We restarted the management agents (not the network) using the troubleshooting submenu on the DCUI.
More weirdness ensued…..
- Firstly, we noticed the hostd daemon was continually crashing on the host in question.
- We also noticed that sometimes when we performed a “Test Management Network” on the host, it worked the first time.
- The next time we did it immediately after, everything failed (ping gateway, DNS servers and resolve DNS name).
- When we googled it, we found the following link to a KB describing the creation of a file called /etc/hosts.backup in this scenario. There is a resolution and that was in the following KB article:
As suggested, we removed the file and could again test the management network and ping the host. However, when we tested the management network, the hosts.backup was created again and the next time a “Test Management Network” failed.
And round and round we go…..
Initially we suspected we had a hardware issue.
- We had 2 CCIE’s on site who could see nothing wrong with the network configuration.
- We had a second host which was working ok, with no visible problems. This was the main focus initially so we tried to rule out hardware issues or a possibly bad install by rebuilding the host, and switching physical switch ports between the server. None of this resolved it.
It was actually one of my colleagues who figured it out. Despite the reassurances from our network comrades it actually turned out be simple.
We had to change switch Port 0 from an access port to a trunk port. Still with a single VLAN defined.
All of a sudden it all worked.
If you think about it, when the Management vmkernel port is on vmnic1, VLANs are tagged and the trunk port works as expected. When we pull the vmnic1 cable and it switches to vmnic0, we are then using an access port. The VLAN is not tagged, so to speak, anymore, at least by the pSwitch. This causes the port group to mis-function.
If we apply the same logic to the vMotion port group. The starting position must be to leave it untagged on the vswitch. Otherwise it also malfunctions from the get-go. It works fine until we pull vmnic0. Then it switches to Port 1 which is a trunk port. With no VLAN tagging, it immediately gets into trouble.
So we have an inconsistent model.

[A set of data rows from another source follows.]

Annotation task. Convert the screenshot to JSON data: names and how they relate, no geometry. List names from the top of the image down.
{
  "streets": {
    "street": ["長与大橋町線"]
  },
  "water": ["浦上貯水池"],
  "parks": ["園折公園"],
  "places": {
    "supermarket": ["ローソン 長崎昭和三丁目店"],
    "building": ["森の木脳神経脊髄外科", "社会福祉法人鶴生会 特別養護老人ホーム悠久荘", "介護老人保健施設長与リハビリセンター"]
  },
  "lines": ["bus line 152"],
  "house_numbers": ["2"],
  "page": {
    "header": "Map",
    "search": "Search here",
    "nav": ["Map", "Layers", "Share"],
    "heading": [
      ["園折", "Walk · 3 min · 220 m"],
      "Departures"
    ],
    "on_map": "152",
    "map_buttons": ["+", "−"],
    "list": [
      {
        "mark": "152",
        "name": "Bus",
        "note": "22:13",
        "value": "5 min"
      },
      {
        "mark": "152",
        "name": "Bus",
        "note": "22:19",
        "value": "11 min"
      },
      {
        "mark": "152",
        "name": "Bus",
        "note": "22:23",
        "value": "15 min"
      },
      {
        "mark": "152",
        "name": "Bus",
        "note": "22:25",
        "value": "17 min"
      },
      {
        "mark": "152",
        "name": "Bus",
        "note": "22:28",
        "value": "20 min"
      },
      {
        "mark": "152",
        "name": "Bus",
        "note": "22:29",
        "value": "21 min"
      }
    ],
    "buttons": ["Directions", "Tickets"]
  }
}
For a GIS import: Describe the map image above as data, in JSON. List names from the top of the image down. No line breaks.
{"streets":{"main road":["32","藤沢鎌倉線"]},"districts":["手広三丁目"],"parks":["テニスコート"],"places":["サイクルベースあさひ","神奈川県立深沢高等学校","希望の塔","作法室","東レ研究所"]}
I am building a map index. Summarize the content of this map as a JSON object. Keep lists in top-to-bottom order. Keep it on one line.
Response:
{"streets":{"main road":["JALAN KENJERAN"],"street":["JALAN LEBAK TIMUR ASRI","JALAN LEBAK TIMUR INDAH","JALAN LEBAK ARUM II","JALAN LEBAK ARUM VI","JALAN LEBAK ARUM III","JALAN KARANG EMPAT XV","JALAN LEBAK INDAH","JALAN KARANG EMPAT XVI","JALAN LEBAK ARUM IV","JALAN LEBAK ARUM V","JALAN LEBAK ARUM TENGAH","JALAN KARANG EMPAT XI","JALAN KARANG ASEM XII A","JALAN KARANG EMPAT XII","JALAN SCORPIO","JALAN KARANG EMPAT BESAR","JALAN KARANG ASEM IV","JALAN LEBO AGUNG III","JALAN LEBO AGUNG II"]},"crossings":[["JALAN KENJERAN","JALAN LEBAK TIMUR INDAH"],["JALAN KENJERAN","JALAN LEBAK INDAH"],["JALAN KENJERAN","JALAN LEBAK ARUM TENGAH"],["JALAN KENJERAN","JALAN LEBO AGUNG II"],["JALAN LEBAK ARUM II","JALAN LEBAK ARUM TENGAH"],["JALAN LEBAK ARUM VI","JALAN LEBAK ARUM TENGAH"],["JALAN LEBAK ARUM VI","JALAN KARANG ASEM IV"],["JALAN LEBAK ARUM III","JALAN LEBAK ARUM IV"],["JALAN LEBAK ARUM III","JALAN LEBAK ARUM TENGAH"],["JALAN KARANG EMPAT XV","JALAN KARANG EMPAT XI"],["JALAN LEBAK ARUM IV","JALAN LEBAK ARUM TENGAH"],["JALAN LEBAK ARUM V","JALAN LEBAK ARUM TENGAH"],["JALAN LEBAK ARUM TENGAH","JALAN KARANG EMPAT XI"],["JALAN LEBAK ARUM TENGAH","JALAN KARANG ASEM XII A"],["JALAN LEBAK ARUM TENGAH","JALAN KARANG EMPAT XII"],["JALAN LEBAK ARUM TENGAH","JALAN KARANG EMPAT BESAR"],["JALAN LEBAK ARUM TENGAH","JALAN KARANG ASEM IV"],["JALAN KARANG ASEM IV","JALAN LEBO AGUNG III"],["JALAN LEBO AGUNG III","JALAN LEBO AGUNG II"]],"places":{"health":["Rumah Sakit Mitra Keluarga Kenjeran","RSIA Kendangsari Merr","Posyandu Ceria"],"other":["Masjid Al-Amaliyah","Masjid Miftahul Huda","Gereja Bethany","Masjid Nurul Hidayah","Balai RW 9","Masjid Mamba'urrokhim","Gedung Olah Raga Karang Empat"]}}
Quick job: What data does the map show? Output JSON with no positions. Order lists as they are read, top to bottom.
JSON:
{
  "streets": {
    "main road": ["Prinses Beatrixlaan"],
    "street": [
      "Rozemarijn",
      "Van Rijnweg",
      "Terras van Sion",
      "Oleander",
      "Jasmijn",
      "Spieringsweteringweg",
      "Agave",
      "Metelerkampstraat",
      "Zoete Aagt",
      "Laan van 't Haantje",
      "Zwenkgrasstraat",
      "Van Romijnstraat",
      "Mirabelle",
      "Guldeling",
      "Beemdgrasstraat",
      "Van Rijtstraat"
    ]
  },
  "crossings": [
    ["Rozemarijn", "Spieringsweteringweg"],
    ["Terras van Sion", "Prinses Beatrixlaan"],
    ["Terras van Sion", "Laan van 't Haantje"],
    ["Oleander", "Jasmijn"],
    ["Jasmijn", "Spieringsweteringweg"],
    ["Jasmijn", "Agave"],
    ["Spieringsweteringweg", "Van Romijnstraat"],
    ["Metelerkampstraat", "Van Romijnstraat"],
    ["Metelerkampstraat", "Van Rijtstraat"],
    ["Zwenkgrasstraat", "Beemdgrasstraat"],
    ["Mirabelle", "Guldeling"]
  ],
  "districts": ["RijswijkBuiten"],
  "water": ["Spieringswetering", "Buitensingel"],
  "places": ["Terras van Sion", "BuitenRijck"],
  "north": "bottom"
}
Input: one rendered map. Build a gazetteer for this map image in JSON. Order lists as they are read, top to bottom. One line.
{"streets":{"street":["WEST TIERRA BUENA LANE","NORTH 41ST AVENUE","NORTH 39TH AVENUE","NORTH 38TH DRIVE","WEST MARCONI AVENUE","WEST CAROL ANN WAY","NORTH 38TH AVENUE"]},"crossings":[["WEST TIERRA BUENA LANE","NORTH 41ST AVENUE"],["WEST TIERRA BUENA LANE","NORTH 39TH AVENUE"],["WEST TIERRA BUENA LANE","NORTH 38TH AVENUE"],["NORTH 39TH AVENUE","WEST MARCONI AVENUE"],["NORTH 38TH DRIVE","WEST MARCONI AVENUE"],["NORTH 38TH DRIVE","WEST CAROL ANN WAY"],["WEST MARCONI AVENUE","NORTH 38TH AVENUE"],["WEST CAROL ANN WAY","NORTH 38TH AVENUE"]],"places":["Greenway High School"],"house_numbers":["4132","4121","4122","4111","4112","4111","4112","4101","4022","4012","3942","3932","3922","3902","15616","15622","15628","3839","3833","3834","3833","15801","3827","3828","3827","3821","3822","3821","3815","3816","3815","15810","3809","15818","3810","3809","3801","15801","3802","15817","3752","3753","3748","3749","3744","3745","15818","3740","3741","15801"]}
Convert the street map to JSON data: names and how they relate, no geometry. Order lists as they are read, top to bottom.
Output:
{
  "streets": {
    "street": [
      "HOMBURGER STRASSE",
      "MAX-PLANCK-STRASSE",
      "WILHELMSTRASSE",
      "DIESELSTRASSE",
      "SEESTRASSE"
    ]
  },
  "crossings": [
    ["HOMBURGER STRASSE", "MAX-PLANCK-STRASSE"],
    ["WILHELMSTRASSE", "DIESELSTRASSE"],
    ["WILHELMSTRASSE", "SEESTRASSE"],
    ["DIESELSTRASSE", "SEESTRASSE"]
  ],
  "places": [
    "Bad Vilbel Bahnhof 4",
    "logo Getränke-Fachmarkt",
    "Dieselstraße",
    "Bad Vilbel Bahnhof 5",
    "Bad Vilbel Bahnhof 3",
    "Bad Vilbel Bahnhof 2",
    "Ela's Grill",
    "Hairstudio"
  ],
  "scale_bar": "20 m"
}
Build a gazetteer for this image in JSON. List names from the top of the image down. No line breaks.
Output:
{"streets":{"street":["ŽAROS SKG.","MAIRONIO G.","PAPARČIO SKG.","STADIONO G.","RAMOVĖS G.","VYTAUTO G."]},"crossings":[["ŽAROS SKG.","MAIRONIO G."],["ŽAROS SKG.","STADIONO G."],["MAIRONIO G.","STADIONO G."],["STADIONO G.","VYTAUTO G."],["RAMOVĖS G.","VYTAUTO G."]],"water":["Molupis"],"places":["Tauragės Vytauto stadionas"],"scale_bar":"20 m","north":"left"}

Even though the access port is set for VLAN670 and should work properly, it doesn’t.
Now …. from the Cisco website:
Configuring Access and Trunk Interfaces
Configuring a LAN Interface as an Ethernet Access Port
You can configure an Ethernet interface as an access port. An access port transmits packets on only one, untagged VLAN. You specify which VLAN traffic that the interface carries. If you do not specify a VLAN for an access port, the interface carries traffic only on the default VLAN. The default VLAN is VLAN1.
The VLAN must exist before you can specify that VLAN as an access VLAN. The system shuts down an access port that is assigned to an access VLAN that does not exist.
Anyway this was an issue, that due to suspicion of host-specific issues distracted us from the real issue. It’s incredible how something like this can lead to arbitrary inconsistent behaviour.